◆ **Aim of the task**
Which lines of the data contain the string "Carlo"? Copy every one.

◆ **Data for this exercise**
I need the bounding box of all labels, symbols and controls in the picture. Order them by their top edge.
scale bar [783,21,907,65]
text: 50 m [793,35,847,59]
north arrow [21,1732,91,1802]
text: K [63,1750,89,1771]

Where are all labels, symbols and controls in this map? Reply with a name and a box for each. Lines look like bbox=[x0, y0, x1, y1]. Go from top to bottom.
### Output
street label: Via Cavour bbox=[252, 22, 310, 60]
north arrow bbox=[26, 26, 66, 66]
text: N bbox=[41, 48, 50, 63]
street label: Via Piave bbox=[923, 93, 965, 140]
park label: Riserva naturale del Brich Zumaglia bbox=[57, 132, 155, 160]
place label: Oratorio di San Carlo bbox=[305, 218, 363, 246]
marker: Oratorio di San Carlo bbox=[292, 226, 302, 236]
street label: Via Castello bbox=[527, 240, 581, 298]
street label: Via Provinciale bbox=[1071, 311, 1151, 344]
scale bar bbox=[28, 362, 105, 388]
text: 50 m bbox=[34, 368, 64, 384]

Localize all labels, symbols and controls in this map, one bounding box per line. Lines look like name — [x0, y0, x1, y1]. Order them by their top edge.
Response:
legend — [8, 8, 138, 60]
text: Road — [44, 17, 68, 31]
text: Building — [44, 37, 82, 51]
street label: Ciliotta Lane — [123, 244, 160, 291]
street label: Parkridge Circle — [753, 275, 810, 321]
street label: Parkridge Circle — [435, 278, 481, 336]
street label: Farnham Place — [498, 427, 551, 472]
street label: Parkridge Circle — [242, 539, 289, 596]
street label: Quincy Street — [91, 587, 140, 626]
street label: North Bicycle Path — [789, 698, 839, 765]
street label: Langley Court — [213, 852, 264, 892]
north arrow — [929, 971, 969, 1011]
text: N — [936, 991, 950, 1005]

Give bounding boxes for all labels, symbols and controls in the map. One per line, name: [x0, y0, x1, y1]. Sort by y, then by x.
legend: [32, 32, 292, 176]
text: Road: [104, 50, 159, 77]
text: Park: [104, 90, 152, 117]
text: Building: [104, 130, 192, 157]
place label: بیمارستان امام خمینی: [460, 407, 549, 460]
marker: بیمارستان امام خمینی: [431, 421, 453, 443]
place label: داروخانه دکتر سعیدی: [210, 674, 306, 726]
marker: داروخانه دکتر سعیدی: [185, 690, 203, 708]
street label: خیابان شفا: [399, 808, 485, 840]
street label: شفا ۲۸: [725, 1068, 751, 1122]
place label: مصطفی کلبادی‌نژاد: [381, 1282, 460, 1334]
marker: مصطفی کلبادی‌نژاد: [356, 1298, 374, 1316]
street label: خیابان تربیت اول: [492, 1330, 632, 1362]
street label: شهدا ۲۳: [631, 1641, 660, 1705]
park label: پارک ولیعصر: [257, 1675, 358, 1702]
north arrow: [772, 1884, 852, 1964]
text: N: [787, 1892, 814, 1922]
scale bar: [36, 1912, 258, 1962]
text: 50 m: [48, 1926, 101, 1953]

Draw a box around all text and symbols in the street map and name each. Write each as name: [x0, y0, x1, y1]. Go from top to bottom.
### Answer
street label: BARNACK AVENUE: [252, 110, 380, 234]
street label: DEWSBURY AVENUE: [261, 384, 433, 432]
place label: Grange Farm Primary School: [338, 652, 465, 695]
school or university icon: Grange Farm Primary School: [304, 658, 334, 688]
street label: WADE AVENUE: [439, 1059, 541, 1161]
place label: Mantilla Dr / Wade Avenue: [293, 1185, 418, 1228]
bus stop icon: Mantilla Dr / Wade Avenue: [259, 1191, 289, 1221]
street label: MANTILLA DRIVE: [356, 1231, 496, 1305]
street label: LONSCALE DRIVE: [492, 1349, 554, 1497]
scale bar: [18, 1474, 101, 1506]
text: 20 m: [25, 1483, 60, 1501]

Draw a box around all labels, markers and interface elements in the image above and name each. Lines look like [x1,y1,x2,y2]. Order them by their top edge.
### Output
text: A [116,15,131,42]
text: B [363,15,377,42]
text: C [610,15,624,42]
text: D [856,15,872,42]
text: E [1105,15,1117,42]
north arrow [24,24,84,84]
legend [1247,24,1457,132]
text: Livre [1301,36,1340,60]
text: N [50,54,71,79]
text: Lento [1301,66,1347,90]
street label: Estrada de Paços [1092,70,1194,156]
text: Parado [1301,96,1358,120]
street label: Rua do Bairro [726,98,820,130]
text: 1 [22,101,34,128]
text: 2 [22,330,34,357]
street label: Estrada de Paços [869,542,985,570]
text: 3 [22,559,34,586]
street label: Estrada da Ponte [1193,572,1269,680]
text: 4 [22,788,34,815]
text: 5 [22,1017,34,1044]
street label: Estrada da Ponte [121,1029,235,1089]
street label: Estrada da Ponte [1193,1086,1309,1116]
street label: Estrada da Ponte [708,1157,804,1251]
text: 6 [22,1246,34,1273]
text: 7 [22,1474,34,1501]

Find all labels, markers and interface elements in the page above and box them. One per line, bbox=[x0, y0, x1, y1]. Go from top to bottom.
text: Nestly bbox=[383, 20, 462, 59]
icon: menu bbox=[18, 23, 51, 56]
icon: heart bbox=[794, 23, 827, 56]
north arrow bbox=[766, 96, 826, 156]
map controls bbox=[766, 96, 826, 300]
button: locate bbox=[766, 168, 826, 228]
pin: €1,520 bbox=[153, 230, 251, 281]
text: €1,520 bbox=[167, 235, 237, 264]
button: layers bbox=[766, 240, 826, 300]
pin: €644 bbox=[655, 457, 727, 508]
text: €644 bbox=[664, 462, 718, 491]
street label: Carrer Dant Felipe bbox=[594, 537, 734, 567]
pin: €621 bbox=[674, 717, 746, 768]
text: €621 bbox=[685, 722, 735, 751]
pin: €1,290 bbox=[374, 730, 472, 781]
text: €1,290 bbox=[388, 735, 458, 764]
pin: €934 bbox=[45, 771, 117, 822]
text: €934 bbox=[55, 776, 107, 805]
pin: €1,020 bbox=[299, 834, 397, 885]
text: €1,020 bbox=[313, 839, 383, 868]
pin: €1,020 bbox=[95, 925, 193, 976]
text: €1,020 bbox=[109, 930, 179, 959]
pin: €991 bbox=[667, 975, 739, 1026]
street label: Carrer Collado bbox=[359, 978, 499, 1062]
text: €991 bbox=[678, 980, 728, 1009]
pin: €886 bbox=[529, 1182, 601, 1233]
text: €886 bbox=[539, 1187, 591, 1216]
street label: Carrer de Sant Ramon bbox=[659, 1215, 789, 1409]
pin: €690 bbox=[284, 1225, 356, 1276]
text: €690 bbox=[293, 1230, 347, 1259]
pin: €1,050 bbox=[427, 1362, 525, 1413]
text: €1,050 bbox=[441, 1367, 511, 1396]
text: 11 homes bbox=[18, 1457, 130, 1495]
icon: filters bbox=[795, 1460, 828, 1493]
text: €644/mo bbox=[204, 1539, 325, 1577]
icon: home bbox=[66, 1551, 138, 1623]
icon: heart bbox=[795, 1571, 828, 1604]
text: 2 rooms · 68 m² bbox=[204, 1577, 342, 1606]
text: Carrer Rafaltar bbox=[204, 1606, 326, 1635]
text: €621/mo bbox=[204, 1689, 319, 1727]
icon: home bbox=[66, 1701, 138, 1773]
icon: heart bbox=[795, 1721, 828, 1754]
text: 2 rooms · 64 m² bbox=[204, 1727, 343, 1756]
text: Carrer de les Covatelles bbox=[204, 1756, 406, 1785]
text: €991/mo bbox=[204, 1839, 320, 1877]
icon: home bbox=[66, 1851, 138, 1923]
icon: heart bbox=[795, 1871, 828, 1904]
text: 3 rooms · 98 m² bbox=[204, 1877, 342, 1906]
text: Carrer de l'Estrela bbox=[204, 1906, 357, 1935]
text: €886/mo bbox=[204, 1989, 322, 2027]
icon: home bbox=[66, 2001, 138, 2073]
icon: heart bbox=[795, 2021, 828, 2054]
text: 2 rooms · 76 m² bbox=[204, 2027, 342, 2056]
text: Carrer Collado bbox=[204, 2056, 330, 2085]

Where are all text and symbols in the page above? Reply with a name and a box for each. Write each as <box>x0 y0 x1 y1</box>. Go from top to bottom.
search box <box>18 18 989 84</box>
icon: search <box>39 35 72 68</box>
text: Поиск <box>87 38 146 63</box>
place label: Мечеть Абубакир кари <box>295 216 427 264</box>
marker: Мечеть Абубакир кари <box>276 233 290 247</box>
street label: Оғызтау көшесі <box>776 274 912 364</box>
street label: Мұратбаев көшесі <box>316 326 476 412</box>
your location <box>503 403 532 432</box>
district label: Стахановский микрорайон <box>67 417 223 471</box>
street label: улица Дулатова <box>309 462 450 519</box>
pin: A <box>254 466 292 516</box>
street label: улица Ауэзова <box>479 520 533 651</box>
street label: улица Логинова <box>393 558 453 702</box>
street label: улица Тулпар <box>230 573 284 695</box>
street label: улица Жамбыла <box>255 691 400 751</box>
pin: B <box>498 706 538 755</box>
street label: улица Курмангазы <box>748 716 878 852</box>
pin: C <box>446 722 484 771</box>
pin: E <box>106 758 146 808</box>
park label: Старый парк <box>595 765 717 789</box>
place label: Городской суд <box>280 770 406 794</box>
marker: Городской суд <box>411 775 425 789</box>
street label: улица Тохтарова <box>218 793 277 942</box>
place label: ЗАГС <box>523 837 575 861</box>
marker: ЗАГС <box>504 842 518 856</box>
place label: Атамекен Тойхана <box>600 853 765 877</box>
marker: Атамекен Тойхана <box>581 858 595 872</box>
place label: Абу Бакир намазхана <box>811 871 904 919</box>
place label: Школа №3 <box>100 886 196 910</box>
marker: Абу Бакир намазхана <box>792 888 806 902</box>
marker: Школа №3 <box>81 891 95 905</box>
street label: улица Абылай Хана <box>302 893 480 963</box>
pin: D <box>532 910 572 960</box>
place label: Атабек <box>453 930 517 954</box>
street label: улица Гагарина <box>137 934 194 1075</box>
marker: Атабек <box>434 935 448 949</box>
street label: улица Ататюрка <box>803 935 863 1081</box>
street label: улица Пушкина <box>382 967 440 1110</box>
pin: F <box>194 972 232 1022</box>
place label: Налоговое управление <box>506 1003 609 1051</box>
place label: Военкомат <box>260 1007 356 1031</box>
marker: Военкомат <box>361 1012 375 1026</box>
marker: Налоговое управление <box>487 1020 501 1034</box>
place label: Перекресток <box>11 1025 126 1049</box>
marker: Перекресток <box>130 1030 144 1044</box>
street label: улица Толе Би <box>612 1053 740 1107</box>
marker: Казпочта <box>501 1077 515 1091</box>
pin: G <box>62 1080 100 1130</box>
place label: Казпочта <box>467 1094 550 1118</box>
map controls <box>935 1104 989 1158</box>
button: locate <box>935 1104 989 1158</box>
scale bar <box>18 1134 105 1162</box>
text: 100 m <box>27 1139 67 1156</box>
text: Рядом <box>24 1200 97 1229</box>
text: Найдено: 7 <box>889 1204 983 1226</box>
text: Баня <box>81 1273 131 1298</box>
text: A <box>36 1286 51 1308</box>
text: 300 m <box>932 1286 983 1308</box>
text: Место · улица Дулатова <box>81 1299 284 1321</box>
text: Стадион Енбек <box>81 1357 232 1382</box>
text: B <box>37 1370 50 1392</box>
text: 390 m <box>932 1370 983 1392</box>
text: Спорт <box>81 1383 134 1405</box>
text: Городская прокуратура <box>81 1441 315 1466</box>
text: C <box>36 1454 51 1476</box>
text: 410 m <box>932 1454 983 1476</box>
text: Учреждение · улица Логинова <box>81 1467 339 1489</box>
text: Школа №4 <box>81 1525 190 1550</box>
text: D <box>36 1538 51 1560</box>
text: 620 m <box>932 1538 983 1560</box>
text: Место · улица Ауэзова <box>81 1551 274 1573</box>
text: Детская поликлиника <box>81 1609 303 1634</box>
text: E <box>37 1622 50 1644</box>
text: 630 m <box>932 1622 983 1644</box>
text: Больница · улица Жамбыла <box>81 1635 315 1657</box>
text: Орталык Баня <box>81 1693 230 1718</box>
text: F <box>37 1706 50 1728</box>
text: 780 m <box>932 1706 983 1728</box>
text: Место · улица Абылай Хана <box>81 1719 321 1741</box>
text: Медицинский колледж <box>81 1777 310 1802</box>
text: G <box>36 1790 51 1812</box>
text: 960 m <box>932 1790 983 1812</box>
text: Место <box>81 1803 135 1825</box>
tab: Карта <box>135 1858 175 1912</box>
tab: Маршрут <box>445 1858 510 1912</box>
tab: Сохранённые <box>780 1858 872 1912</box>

◆ **Response to the task**
place label: Oratorio di San Carlo bbox=[305, 218, 363, 246]
marker: Oratorio di San Carlo bbox=[292, 226, 302, 236]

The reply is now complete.